Estos  razonamientos  no  pueden controvertirse en el marco de la acción de tutela,  cuando de manera alguna se perciben ilegítimos o caprichosos.  Entendiendo, como se debe, que la misma no es una herramienta  jurídica adicional, que en este evento se convertiría  prácticamente en una tercera instancia, no es adecuado  plantear por esta vía la incursión en causales de  procedibilidad, originadas en la supuesta arbitrariedad en la  interpretación de las reglas aplicables al caso, o  valoraciones probatorias.  

Argumentos como  los presentados por la accionante son incompatibles con este  mecanismo constitucional. Si se admitiera que el juez de tutela puede  verificar la juridicidad de los trámites por los presuntos  desaciertos en la valoración probatoria o interpretación  de las disposiciones jurídicas, no sólo se  desconocerían los principios de independencia y sujeción  exclusiva a la ley, que disciplinan la actividad de los jueces  ordinarios, previstos en los artículos 228 y 230 de la Carta  Política, sino además los del juez natural y las formas  propias del juicio contenidos en el canon 29 Superior.  

Por  las razones expuestas  el amparo será negado.  
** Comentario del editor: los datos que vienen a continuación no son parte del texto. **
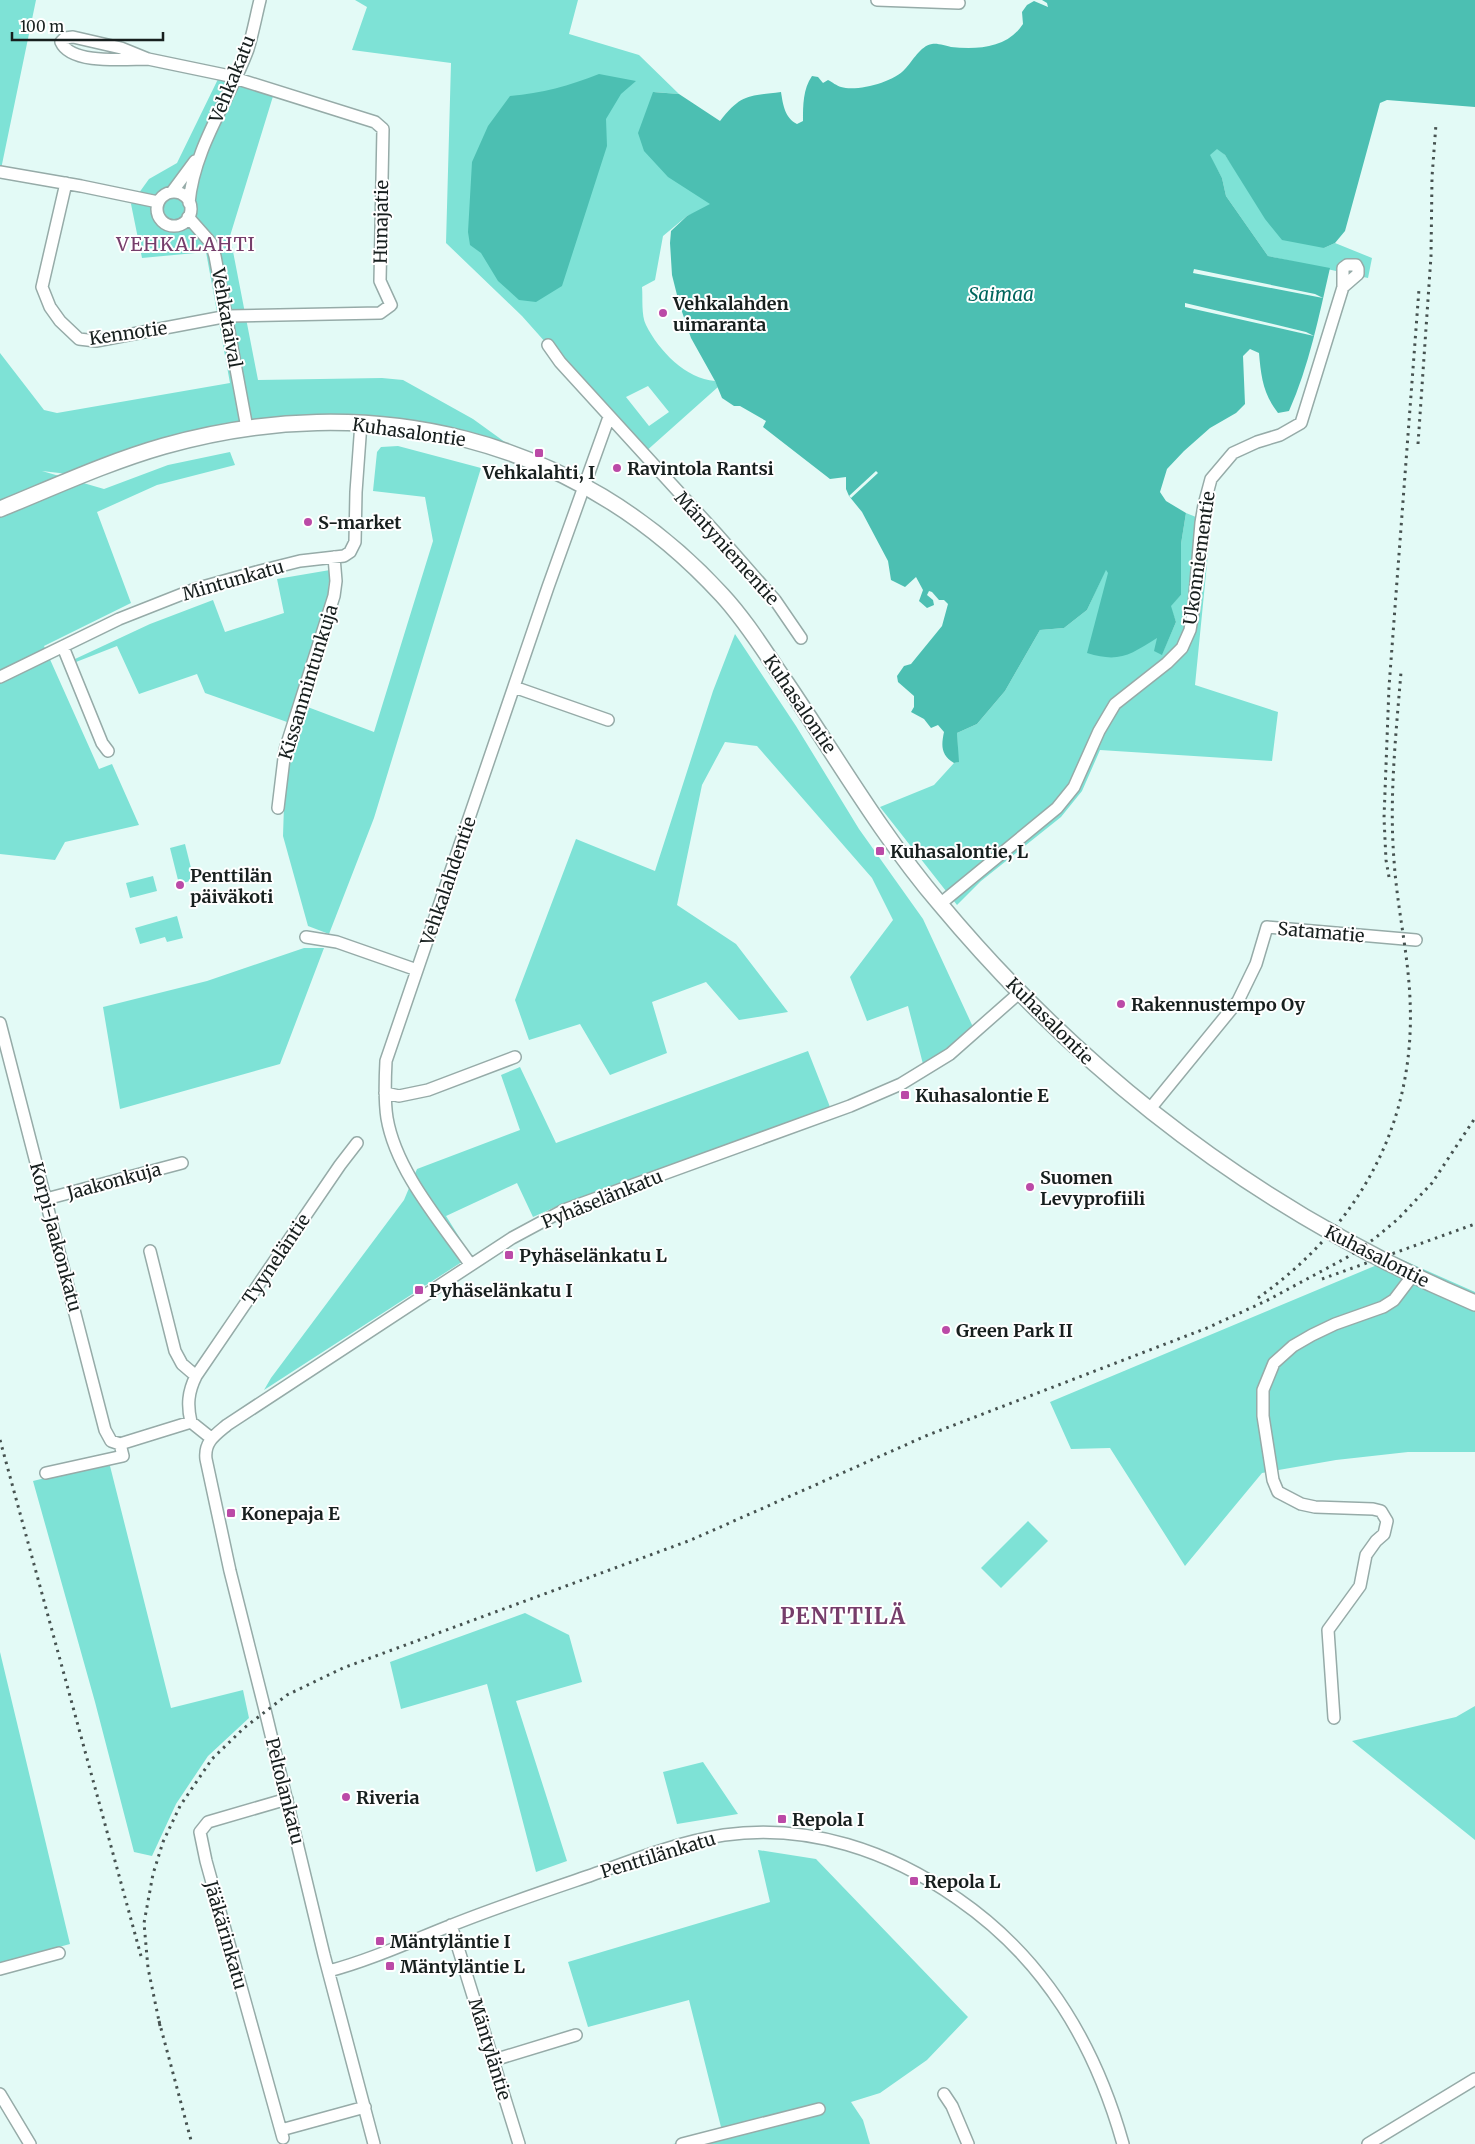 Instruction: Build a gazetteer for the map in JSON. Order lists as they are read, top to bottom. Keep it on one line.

En mérito  de lo expuesto, la Sala  de Decisión de Tutelas Nº 3 de la Sala de Casación  Penal de la  Corte  Suprema de Justicia,  administrando justicia en nombre de la República y por  autoridad de la Ley,  

RESUELVE  

Primero:  Negar  el  amparo deprecado por Martha  Janneth Bernal Lobo,  por  las razones contenidas en la parte motiva.  
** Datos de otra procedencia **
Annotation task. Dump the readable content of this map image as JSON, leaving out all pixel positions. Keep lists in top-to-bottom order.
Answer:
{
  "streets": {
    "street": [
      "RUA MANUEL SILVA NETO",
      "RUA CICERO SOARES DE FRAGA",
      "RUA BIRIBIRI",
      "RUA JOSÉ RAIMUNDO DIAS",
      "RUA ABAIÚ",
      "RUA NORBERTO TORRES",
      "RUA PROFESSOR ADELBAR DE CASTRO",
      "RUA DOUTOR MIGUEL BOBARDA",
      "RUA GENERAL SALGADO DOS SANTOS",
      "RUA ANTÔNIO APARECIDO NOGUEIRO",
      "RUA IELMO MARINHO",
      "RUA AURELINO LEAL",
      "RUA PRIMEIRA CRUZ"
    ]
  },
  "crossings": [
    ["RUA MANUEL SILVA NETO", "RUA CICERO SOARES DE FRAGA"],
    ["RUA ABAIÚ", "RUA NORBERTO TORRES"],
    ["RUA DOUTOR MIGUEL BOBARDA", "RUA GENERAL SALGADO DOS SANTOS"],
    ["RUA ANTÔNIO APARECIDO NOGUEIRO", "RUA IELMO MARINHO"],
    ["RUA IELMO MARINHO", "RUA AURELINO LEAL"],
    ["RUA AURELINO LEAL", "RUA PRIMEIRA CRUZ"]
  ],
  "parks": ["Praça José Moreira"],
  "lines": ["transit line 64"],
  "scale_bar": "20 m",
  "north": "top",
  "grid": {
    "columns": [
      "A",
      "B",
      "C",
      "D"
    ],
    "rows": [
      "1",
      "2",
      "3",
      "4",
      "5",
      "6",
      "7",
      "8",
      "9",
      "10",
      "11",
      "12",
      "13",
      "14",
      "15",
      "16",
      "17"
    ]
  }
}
Segundo:  Remitir  el expediente,  en  el caso que no sea impugnada la presente determinación,  a la Corte Constitucional para su eventual revisión.  

Tercero:  Notificar  esta decisión de conformidad con lo dispuesto en el artículo  30 del Decreto 2591 de 1991.  
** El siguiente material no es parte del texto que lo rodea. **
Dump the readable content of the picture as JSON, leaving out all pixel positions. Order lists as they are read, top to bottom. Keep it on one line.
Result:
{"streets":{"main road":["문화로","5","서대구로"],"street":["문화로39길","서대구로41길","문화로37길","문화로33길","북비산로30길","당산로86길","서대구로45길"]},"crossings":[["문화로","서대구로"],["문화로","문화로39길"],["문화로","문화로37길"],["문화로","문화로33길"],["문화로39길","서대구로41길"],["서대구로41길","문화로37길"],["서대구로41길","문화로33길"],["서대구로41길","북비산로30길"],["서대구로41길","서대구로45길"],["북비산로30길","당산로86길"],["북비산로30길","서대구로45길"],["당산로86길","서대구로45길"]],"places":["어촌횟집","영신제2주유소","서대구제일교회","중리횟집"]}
Notifíquese  y cúmplase.  

JAIME HUMBERTO  MORENO ACERO  

GERSON CHAVERRA  CASTRO  

EYDER  PATIÑO CABRERA  

Nubia  Yolanda Nova García  

Secretaria  

1          El Ministro de Salud y Protección Social, Ministro de          Hacienda y Crédito Público; Gerente General y          apoderado de la Beneficencia de Cundinamarca, Gobernador del          Departamento de Cundinamarca, apoderado general del Conjunto de          Derechos y Obligaciones de la Extinta Fundación San Juan de          Dios y Hospitales San Juan de Dios e Instituto Materno Infantil          Liquidado, Secretaría Distrital de Salud, Alcaldesa Mayor de          Bogotá, apoderado de los demandantes, apoderado del          Departamento de Cundinamarca, demandantes vinculados Julio Mario          Riaño Girón, Ana Belén Rodríguez          Gutiérrez, Martha Cecilia Hernández Tibaduiza, Ricardo          Espinosa Bonilla, Susana Campos Heredía, Rosa Esmeralda          Caicedo, Mary Luz Castillo, Procuraduría Delegada para los          Asuntos del Trabajo y la Seguridad Social.  

2          Fecha dispuesta por la Corte Constitucional en          sentencia SU 484 de 2008 como de terminación de todas las          relaciones laborales de la Fundación San Juan de Dios con sus          empleados.  

3          Fallo C-590 de 08 de junio de 2005 y T-332 de 2006.  

4          Folio 1 cuaderno de tutela de primera instancia.